A question on Taylor Series and polynomial
Suppose $ f(x)$ that is infinitely differentiable in $[a,b]$.
For every $c\in[a,b] $ the series $\sum\limits_{n=0}^\infty \cfrac{f^{(n)}(c)}{n!}(x-c)^n $ is a polynomial.
Is true that $f(x)$ is a polynomial?
I can show it is true if for every $c\in [a,b]$, there exists a neighborhood $U_c$ of $c$, such that
$$f(x)=\sum\limits_{n=0}^\infty \cfrac{f^{(n)}(c)}{n!}(x-c)^n\quad\text{for every }x\in U_c,$$
but, this equality is not always true.
What can I do when $f(x)\not=\sum\limits_{n=0}^\infty \cfrac{f^{(n)}(c)}{n!}(x-c)^n$?
Solution 1:
As I confirmed here, if for every $c\in[a,b] $, the series $\sum\limits_{n=0}^\infty \cfrac{f^{(n)}(c)}{n!}(x-c)^n $ is a polynomial, then for every $c\in[a,b]$ there exists a $k_c$ such that $f^{(n)}(c)=0$ for $n>k_c$.
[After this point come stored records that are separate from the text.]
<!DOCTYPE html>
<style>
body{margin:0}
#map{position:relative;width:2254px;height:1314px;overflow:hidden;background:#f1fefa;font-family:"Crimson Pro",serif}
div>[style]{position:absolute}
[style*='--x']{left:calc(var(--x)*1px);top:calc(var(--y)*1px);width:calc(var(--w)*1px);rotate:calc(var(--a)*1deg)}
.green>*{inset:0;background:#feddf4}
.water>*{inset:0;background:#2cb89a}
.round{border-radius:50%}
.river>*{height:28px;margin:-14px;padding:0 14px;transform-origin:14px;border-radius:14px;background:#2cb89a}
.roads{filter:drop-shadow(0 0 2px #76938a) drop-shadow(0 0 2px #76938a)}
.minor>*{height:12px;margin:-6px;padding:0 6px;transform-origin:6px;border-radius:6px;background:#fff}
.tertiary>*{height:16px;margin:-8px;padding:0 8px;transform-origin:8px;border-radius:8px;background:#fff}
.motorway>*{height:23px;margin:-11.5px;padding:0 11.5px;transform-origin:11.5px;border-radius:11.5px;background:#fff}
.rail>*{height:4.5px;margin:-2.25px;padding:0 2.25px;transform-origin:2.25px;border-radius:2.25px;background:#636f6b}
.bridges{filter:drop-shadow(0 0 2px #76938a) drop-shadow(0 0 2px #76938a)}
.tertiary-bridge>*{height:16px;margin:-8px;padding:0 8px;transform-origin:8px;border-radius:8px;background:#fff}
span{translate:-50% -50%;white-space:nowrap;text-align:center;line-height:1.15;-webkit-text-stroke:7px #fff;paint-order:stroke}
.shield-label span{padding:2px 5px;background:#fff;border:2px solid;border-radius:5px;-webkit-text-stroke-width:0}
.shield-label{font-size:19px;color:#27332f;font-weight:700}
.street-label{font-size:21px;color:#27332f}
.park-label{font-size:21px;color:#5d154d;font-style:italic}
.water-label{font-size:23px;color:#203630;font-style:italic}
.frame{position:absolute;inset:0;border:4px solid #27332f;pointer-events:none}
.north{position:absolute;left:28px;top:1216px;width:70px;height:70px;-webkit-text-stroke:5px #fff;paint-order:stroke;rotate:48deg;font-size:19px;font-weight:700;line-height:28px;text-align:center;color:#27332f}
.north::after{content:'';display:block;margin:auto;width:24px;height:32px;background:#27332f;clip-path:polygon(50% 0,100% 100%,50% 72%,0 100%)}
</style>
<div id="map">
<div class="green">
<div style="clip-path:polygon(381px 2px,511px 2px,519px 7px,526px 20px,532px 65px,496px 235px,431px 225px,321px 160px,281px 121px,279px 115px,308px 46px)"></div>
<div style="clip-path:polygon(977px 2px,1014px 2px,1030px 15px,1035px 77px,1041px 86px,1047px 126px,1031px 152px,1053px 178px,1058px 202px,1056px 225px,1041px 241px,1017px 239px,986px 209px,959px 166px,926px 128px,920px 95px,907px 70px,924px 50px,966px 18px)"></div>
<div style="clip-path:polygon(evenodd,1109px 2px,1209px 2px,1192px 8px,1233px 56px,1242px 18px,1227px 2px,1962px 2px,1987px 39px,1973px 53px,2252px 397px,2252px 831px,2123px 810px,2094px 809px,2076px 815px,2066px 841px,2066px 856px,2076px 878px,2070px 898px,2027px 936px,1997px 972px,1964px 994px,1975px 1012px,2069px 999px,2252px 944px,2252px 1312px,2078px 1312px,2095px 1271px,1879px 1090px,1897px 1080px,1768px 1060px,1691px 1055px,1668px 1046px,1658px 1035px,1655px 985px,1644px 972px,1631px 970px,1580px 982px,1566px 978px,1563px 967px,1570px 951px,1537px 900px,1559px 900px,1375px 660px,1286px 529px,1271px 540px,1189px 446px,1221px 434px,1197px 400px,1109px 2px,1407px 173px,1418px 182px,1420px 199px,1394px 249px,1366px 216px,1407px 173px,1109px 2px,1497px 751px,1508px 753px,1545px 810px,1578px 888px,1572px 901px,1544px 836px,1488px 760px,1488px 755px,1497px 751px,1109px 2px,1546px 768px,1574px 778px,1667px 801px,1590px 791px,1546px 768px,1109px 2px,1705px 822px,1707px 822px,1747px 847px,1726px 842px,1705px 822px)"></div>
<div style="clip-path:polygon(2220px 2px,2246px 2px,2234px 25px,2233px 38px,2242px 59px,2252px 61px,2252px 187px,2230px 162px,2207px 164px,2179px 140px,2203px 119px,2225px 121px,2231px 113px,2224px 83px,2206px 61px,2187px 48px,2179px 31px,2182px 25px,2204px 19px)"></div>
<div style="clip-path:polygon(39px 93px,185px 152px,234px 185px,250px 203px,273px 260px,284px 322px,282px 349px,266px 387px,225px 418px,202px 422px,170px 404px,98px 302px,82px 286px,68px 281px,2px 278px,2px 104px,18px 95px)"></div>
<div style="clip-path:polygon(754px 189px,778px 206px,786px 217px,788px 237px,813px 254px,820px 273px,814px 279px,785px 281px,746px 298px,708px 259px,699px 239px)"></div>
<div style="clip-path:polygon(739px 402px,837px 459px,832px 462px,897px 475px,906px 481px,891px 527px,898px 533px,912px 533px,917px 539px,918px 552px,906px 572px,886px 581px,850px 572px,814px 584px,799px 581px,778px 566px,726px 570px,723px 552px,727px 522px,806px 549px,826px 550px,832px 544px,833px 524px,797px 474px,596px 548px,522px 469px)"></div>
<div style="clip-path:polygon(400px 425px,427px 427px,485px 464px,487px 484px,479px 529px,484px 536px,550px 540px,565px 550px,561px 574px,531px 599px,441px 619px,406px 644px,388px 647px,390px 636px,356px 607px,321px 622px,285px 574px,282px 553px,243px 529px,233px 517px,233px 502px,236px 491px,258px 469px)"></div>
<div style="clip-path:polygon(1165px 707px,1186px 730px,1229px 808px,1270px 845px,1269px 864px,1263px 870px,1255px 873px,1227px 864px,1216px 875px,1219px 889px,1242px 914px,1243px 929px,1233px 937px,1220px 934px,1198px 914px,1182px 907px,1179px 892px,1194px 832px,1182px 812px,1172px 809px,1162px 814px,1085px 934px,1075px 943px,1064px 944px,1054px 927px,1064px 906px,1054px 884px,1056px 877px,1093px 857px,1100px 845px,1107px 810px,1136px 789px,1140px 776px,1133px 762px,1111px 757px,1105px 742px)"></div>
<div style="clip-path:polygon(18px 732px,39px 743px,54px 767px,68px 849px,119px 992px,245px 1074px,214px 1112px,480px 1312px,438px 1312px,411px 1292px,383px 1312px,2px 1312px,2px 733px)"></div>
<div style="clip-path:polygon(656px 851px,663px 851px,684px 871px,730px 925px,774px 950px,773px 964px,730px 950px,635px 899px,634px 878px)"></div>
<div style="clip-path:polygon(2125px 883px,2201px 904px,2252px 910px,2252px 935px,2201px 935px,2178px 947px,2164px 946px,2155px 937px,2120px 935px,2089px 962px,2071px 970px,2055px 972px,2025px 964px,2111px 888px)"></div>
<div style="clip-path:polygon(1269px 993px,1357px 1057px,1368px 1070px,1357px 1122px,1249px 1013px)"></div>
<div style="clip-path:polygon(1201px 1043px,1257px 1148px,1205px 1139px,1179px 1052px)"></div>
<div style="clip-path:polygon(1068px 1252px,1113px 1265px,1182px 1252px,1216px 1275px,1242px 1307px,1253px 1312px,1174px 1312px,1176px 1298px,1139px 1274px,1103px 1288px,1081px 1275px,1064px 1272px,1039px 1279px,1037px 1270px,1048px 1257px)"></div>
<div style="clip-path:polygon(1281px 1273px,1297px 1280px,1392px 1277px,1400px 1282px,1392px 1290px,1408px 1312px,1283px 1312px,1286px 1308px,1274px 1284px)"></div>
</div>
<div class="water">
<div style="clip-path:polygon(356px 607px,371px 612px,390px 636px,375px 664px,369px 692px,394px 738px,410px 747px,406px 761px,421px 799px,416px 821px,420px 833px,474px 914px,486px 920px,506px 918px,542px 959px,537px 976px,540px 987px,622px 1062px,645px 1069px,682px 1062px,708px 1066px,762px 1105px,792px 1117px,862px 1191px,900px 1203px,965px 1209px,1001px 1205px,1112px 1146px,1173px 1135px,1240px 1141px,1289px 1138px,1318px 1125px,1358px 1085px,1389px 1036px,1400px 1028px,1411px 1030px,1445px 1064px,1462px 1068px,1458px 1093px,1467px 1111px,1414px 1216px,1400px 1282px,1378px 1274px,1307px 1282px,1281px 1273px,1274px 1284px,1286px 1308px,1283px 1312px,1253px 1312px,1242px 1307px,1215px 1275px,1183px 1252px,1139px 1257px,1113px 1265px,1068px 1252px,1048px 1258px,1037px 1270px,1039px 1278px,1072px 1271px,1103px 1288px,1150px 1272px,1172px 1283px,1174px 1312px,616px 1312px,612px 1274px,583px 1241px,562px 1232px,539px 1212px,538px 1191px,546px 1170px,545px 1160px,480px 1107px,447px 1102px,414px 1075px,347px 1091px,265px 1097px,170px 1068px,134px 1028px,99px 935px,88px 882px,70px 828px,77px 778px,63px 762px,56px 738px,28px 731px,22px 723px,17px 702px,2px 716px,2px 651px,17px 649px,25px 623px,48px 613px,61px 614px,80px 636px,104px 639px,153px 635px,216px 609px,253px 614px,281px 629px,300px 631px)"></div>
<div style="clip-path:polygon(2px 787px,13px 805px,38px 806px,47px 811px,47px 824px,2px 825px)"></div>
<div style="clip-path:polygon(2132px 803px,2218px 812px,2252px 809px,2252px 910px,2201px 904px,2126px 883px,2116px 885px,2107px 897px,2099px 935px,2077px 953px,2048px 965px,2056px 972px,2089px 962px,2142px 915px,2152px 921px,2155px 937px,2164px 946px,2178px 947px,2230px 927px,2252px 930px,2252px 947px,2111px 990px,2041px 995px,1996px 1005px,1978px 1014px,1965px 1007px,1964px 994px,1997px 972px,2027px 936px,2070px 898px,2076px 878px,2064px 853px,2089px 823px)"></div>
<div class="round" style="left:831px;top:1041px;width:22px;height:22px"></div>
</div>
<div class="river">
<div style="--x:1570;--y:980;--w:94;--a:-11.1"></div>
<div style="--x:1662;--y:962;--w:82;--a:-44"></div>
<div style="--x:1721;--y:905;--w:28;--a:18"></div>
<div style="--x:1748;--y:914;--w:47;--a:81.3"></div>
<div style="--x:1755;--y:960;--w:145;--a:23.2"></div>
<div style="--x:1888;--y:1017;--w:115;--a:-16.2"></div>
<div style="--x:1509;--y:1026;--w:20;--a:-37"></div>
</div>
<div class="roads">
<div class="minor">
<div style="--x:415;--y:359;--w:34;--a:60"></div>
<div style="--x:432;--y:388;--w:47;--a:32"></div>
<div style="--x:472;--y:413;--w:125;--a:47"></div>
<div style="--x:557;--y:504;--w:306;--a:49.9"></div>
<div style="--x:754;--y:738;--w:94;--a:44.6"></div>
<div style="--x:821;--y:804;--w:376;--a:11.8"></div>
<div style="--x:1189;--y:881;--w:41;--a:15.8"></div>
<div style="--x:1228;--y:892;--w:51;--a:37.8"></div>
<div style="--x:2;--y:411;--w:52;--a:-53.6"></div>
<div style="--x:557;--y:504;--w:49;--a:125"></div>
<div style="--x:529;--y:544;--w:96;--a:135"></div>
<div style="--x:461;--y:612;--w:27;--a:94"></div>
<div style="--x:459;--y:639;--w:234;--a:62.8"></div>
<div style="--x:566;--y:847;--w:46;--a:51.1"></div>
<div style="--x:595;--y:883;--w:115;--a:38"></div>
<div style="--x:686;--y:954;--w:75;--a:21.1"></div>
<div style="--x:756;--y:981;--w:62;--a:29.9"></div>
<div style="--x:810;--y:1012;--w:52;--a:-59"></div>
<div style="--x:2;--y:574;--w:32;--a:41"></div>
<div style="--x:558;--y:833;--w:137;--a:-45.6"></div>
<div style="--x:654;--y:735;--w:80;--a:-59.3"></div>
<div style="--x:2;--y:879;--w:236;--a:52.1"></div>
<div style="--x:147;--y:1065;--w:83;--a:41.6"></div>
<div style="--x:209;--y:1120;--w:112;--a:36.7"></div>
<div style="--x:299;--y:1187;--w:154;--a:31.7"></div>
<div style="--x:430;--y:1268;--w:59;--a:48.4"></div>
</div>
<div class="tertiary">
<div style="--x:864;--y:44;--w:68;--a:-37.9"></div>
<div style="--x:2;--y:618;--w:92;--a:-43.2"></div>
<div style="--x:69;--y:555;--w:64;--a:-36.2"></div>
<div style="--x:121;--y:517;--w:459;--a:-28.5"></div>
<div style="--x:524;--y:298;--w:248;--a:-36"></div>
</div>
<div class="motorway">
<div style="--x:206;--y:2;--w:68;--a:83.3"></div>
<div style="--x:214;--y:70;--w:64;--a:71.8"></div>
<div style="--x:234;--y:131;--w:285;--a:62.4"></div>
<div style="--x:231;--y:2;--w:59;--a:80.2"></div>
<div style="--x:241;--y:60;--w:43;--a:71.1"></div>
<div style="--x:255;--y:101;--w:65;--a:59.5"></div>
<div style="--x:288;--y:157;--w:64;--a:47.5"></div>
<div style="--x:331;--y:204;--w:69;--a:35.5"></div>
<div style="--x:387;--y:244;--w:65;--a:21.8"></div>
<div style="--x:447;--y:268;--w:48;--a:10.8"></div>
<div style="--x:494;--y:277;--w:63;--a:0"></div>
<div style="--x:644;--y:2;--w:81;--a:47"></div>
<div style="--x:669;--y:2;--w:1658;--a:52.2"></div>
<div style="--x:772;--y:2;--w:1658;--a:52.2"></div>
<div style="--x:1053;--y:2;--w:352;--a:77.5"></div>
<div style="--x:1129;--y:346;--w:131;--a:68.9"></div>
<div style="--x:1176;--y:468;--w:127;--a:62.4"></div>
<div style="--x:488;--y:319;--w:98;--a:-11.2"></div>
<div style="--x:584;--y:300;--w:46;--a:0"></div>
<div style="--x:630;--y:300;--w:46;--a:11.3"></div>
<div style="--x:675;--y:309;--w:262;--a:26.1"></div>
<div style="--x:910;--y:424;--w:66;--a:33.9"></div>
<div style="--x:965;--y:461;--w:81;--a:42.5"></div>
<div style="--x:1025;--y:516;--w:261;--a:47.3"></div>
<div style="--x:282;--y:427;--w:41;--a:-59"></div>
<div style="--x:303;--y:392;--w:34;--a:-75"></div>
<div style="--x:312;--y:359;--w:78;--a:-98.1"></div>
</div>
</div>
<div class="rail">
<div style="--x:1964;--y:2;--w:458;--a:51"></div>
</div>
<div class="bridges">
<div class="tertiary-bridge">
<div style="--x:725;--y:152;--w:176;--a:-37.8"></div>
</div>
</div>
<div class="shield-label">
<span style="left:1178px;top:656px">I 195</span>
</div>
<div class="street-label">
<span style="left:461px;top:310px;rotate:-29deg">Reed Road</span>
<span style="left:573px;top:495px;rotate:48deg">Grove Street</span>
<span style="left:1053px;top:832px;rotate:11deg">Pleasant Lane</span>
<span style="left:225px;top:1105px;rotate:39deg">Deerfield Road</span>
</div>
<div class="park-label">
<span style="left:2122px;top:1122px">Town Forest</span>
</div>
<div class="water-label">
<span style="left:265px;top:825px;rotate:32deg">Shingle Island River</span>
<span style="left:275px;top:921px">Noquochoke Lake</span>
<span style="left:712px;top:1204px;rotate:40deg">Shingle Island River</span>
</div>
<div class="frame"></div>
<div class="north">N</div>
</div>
If $\max(k_c)$ is finite, we're done: $f(x)$ is a polynomial of degree $\le\max(k_c)$.
If $\max(k_c)=\infty$ it means there is an infinite number of unbounded $k_c$'s, but $f$ is infinitely differentiable, so (hand waving) the $c$'s can't have a limit point, i.e. although $\max(k_c)=\infty$ it can't be $\lim_{c\to c_\infty}k_c=\infty$ for some $c_\infty\in[a,b]$ because that would mean $k_{c_\infty}=\infty$, i.e. not a polynomial.
So the infinite number of unbounded $k_c$'s need to be spread apart, e.g. like a Cantor set.
Does this suggest a counterexample or can a Cantor-like distribution of $k_c$'s never be infinitely differentiable?